Overall I was left very much dissatisfied with our meeting and rather wish I hadn't given up my time. I felt he had a hidden agenda and this blinded him to deep analysis of key questions. For example 'gate keeping' of the peer reviewed literature came up in an almost farcical way. He asked why was it that an oil company hadn't funded a major scientist to do a reanalysis of the hockey stick and then got it published in Nature or Science? I suggested that there were several analyses out there that had shown the hockey stick methodology to be full of fundamental errors. His stance was yes maybe, but none in Nature. I mentioned gate keeping and his response to demonstrate that gatekeeping didn't occur was to tell me that even Phil Jones had papers rejected by Nature.

Ho hum! Well as i said I wish I hadn't entertained any such meeting with Montague.

Feb 18, 2013 at 10:22 AM | Unregistered CommenterPaul Dennis

It's simple, it's projection. That blinds to the nature of skepticism. I mean, how can a narrative gain such power without the usual necessities?
======================

Feb 18, 2013 at 10:42 AM | Unregistered Commenterkim

George Soros is funding him.

Feb 18, 2013 at 10:54 AM | Unregistered Commenterdeepthroat

Whatever you say
Say nothing
When your talking to you know who!

Some lines popular in Northern Ireland during the 'troubles'

Feb 18, 2013 at 10:57 AM | Unregistered CommenterBryan

Including travelling, overnight & legal expenses etc that must come to about 100K a year. If he worked for a living before 2010 that comes to about 1/3rd of a million. And that is only 1 guy who appears to have produced nothing of value to his masters, indeed almost nothing publishable, in the period.

Feb 18, 2013 at 11:03 AM | Unregistered CommenterNeil Craig

A very interesting comment from Paul Dennis.

Paul, can we assume you are the Mr. Paul Dennis who is Head of Stable Isotope and Noble Gas Geochemistry Laboratories at UEA? If so readers of Bishop Hill should be very interested in your bio!

"My research interests lie in the application of natural stable isotope chemistry to environmental and palaeoclimate studies. I am also very active in instrument design, developing new, high sensitivity isotope ratio mass spectrometers (IRMS)in order to analyse small samples with a high degree of precision, measure 'isotopic clusters', noble gas isotope ratios and the natural variation of oxygen in the atmosphere.

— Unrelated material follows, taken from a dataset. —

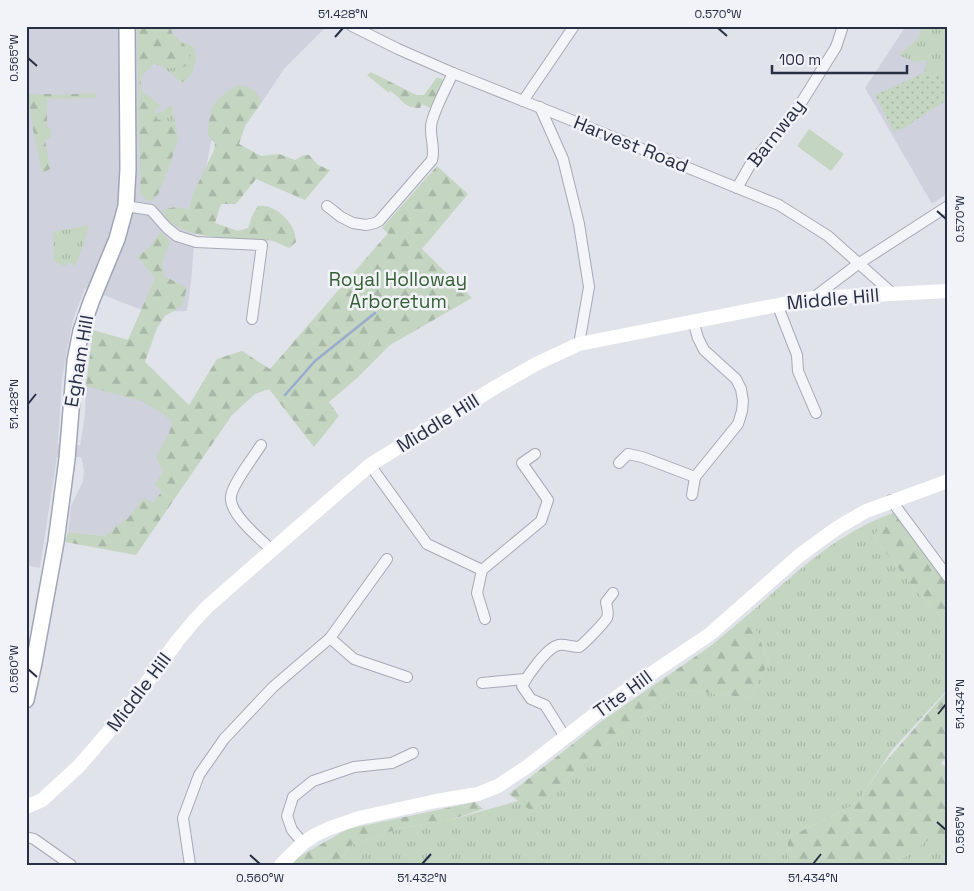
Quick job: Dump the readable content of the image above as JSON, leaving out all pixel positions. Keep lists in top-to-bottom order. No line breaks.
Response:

In my laboratory we use stable isotope geochemistry to help us understand aspects of past and present climate and environment change. The isotopic composition of fossil rainwater trapped in stalactites and stalagmites collected from caves helps us to unravel details of the climate in western Europe over the past 11,000 years. An analysis of magnetic dust and the isotopic composition of tiny marine creatures known as foraminifera in deep sea marine cores gives us clues to the processes that occur at the end of an ice age 130 thousand years ago when the climate changed rapidly from a cold glacial to a warm interglacial world. Even further back in geological time, some 65 million years ago, the dinosaurs became extinct at the end of the Cretaceous period. There is speculation as to the cause of the extinction: meteorite impact or volcanic activity with the huge eruption of the Deccan Traps in India. An analysis of dinosaur egg shells, collected from sediments that intermingle with the Deccan Trap volcanic lavas has helped us to understand the climate and atmospheric carbon dioxide levels at the time the dinosaurs became extinct.

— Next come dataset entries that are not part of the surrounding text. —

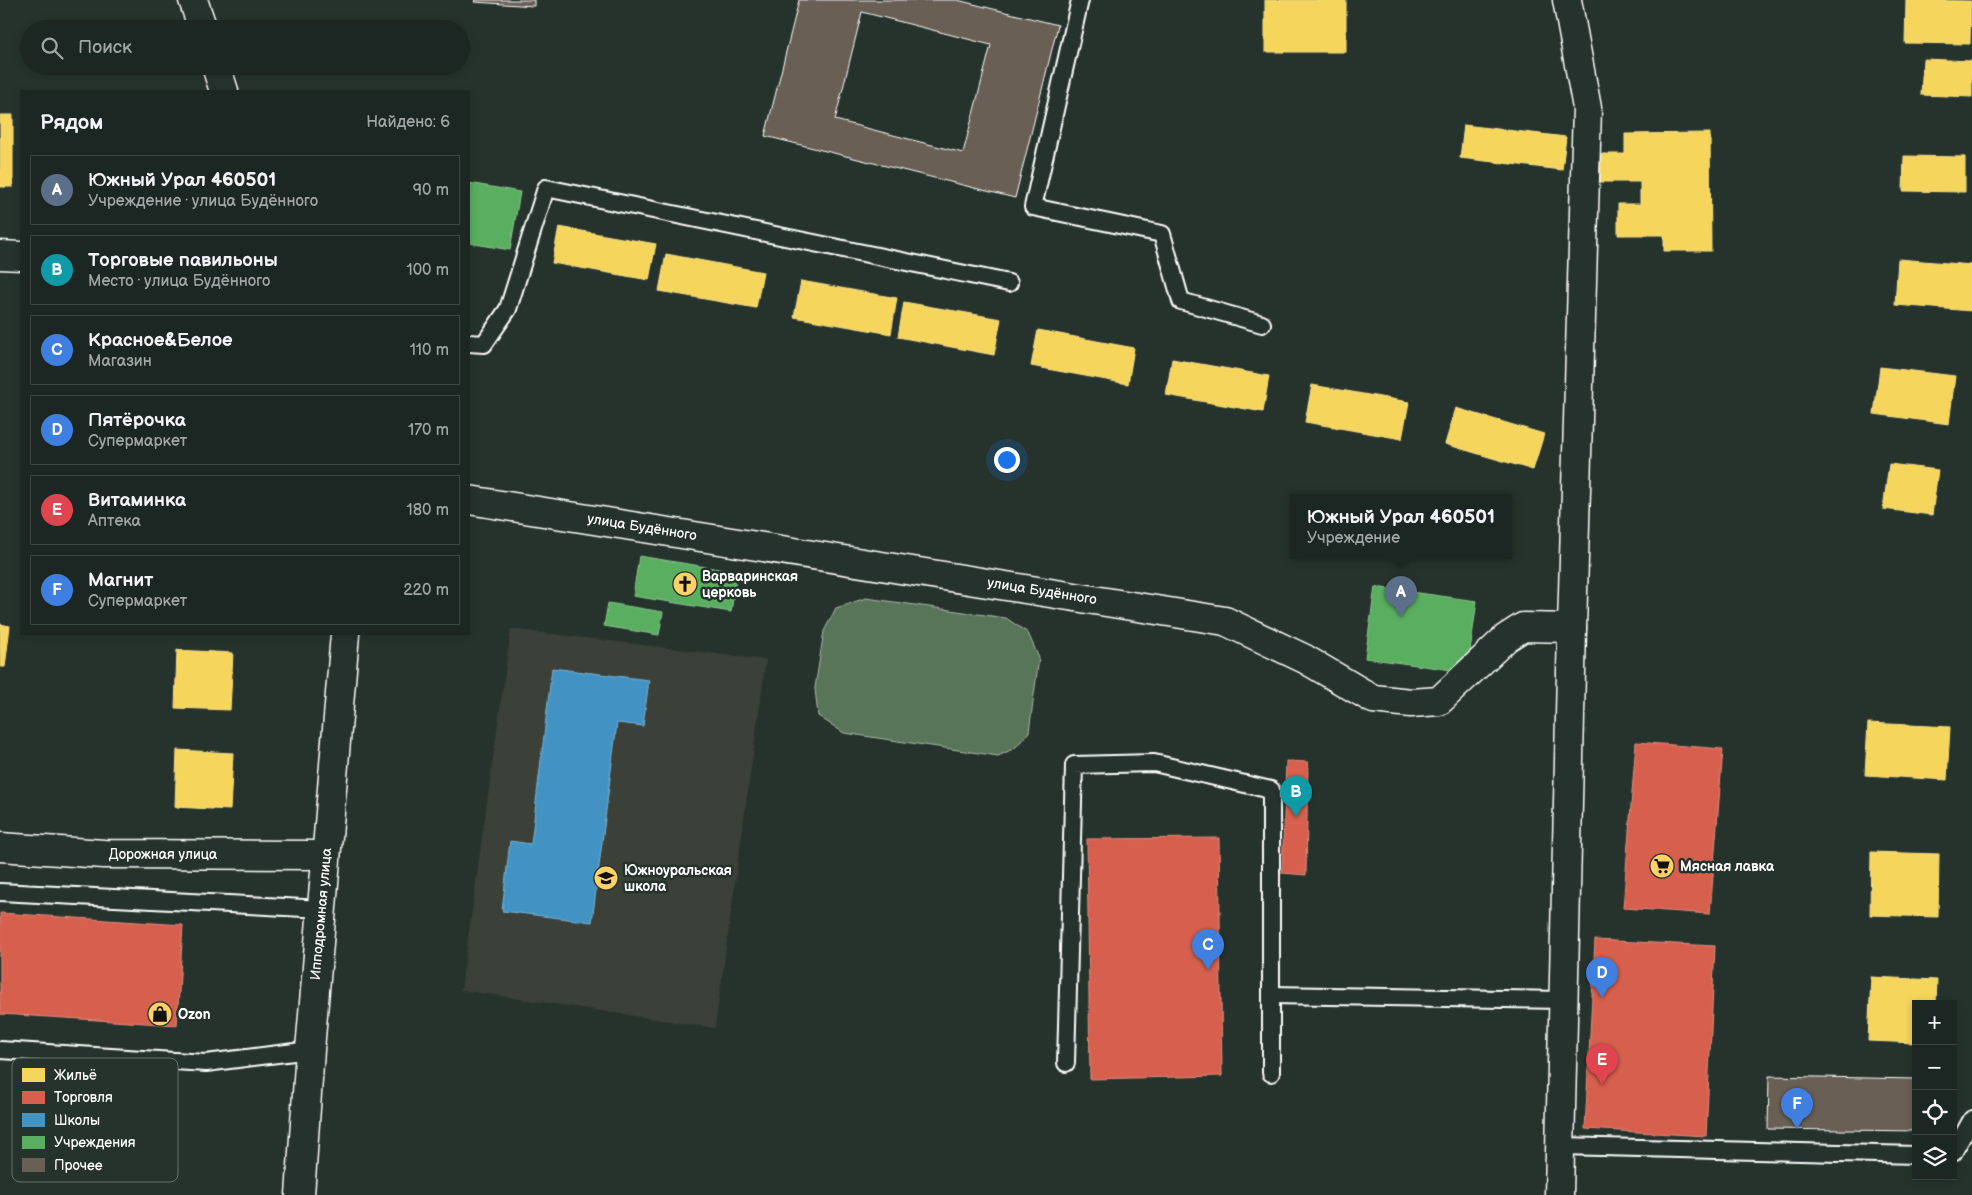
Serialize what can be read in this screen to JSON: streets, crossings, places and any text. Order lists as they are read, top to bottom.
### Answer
{
  "streets": {
    "street": ["улица Будённого", "Дорожная улица", "Ипподромная улица"]
  },
  "crossings": [
    ["Дорожная улица", "Ипподромная улица"]
  ],
  "places": {
    "church": ["Варваринская церковь"],
    "supermarket": ["Мясная лавка"],
    "school or university": ["Южноуральская школа"],
    "shop": ["Ozon"]
  },
  "legend": [
    "Жильё",
    "Торговля",
    "Школы",
    "Учреждения",
    "Прочее"
  ],
  "page": {
    "search": "Поиск",
    "heading": ["Рядом", "Найдено: 6"],
    "list": [
      {
        "mark": "A",
        "name": "Южный Урал 460501",
        "note": "Учреждение · улица Будённого",
        "value": "90 m"
      },
      {
        "mark": "B",
        "name": "Торговые павильоны",
        "note": "Место · улица Будённого",
        "value": "100 m"
      },
      {
        "mark": "C",
        "name": "Красное&Белое",
        "note": "Магазин",
        "value": "110 m"
      },
      {
        "mark": "D",
        "name": "Пятёрочка",
        "note": "Супермаркет",
        "value": "170 m"
      },
      {
        "mark": "E",
        "name": "Витаминка",
        "note": "Аптека",
        "value": "180 m"
      },
      {
        "mark": "F",
        "name": "Магнит",
        "note": "Супермаркет",
        "value": "220 m"
      }
    ],
    "popup": ["Южный Урал 460501", "Учреждение"],
    "pins": [
      "A",
      "B",
      "C",
      "D",
      "E",
      "F"
    ],
    "map_buttons": ["+", "−"]
  }
}
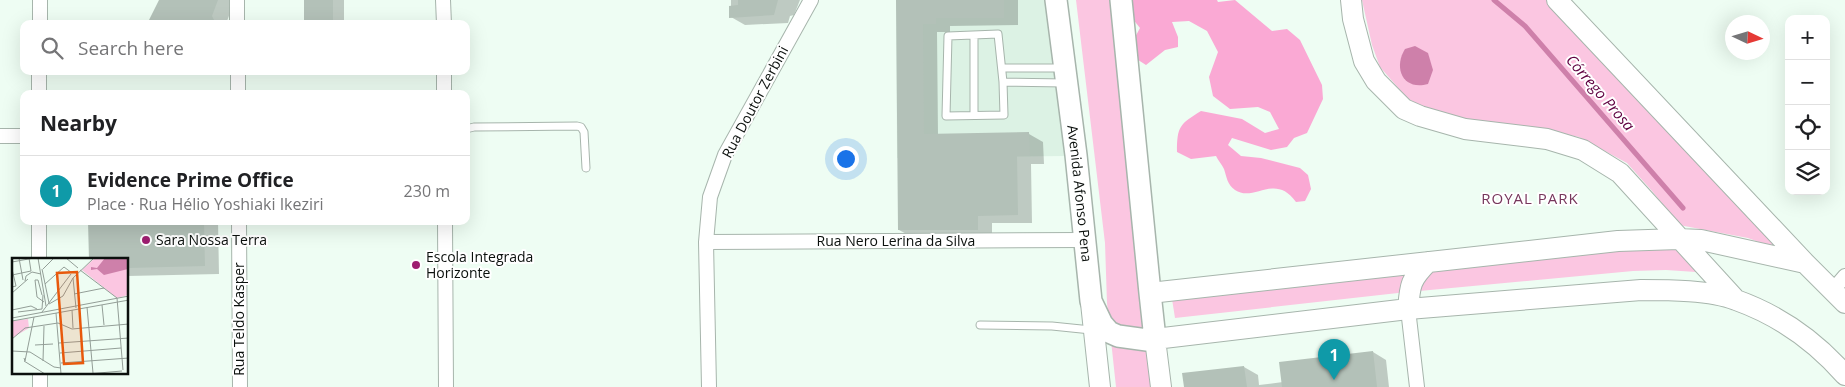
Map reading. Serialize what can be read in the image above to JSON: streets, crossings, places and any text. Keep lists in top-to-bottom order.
{
  "streets": {
    "main road": ["Avenida Afonso Pena"],
    "street": ["Rua Doutor Zerbini", "Rua Nero Lerina da Silva", "Rua Teldo Kasper"]
  },
  "crossings": [
    ["Rua Doutor Zerbini", "Rua Nero Lerina da Silva"],
    ["Avenida Afonso Pena", "Rua Nero Lerina da Silva"]
  ],
  "districts": ["ROYAL PARK"],
  "water": ["Córrego Prosa"],
  "places": ["Sara Nossa Terra", "Escola Integrada Horizonte"],
  "north": "right",
  "page": {
    "map_buttons": ["+", "−"],
    "search": "Search here",
    "heading": "Nearby",
    "list": [
      {
        "mark": "1",
        "name": "Evidence Prime Office",
        "note": "Place · Rua Hélio Yoshiaki Ikeziri",
        "value": "230 m"
      }
    ],
    "pins": "1"
  }
}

Currently I am working on new isotope techniques for measuring palaeotemperatures using isotopic clusters or isotopologues and developing a high sensitivity noble gas mass spectrometer for in-situ cosmogenic isotope studies (tritium and neon)as a dating tool for groundwaters and landscape evolution studies.

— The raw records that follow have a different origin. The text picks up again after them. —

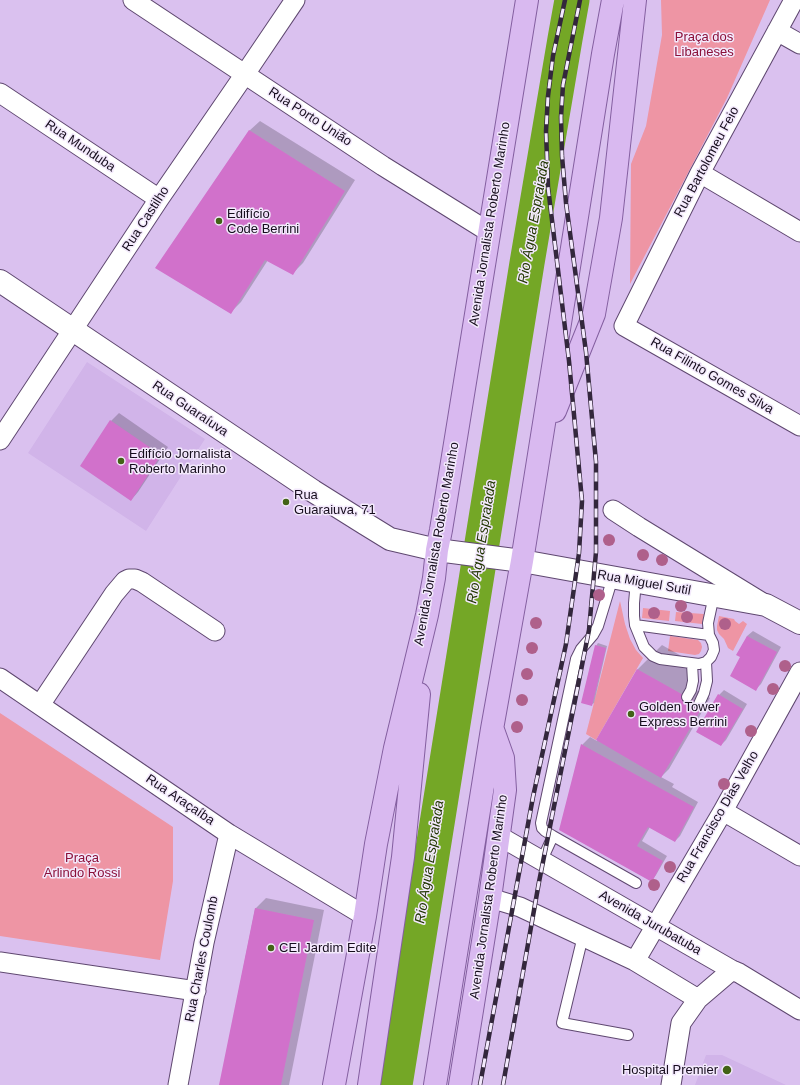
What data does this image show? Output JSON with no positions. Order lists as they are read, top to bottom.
{
  "streets": {
    "main road": ["Avenida Jornalista Roberto Marinho"],
    "street": [
      "Rua Porto União",
      "Rua Munduba",
      "Rua Bartolomeu Feio",
      "Rua Castilho",
      "Rua Filinto Gomes Silva",
      "Rua Guaraíuva",
      "Rua Miguel Sutil",
      "Rua Araçaíba",
      "Rua Francisco Dias Velho",
      "Avenida Jurubatuba",
      "Rua Charles Coulomb"
    ]
  },
  "crossings": [
    ["Rua Porto União", "Rua Castilho"],
    ["Rua Porto União", "Avenida Jornalista Roberto Marinho"],
    ["Rua Munduba", "Rua Castilho"],
    ["Rua Bartolomeu Feio", "Rua Filinto Gomes Silva"],
    ["Rua Castilho", "Rua Guaraíuva"],
    ["Avenida Jornalista Roberto Marinho", "Rua Guaraíuva"],
    ["Avenida Jornalista Roberto Marinho", "Rua Araçaíba"],
    ["Avenida Jornalista Roberto Marinho", "Avenida Jurubatuba"],
    ["Rua Guaraíuva", "Rua Miguel Sutil"],
    ["Rua Araçaíba", "Rua Charles Coulomb"],
    ["Rua Francisco Dias Velho", "Avenida Jurubatuba"]
  ],
  "water": ["Rio Água Espraiada"],
  "parks": ["Praça dos Libaneses", "Praça Arlindo Rossi"],
  "places": [
    "Edifício Code Berrini",
    "Edifício Jornalista Roberto Marinho",
    "Rua Guaraiuva, 71",
    "Golden Tower Express Berrini",
    "CEI Jardim Edite",
    "Hospital Premier"
  ]
}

Not many will have better qualifications to discuss climate change.

(Apologies if not)!

Feb 18, 2013 at 11:09 AM | Unregistered CommenterDerrick Byford

Derrick, I imagine most of us are familiar with Paul's bio (yes, he is that guy) and immensely grateful to him for participating here :)

Feb 18, 2013 at 11:18 AM | Registered CommenterSimon Hopkinson

AIUI, measurement of the contribution of fossil fuels to atmospheric carbon is based on isotopic analysis, which points to the likely source.

So yes, a most important contribution in terms of attribution of where the CO2 is coming from.

Feb 18, 2013 at 11:43 AM | Unregistered CommenterJustice4Rinka

Interesting.... Brendan Montague's group Request Initiative is in need of close scrutiny.

Although their avowed purpose is to promote successful FOI requests for environmental causes, they of course have no interest in seeing climate scientists responsive to FOI requests they don't support.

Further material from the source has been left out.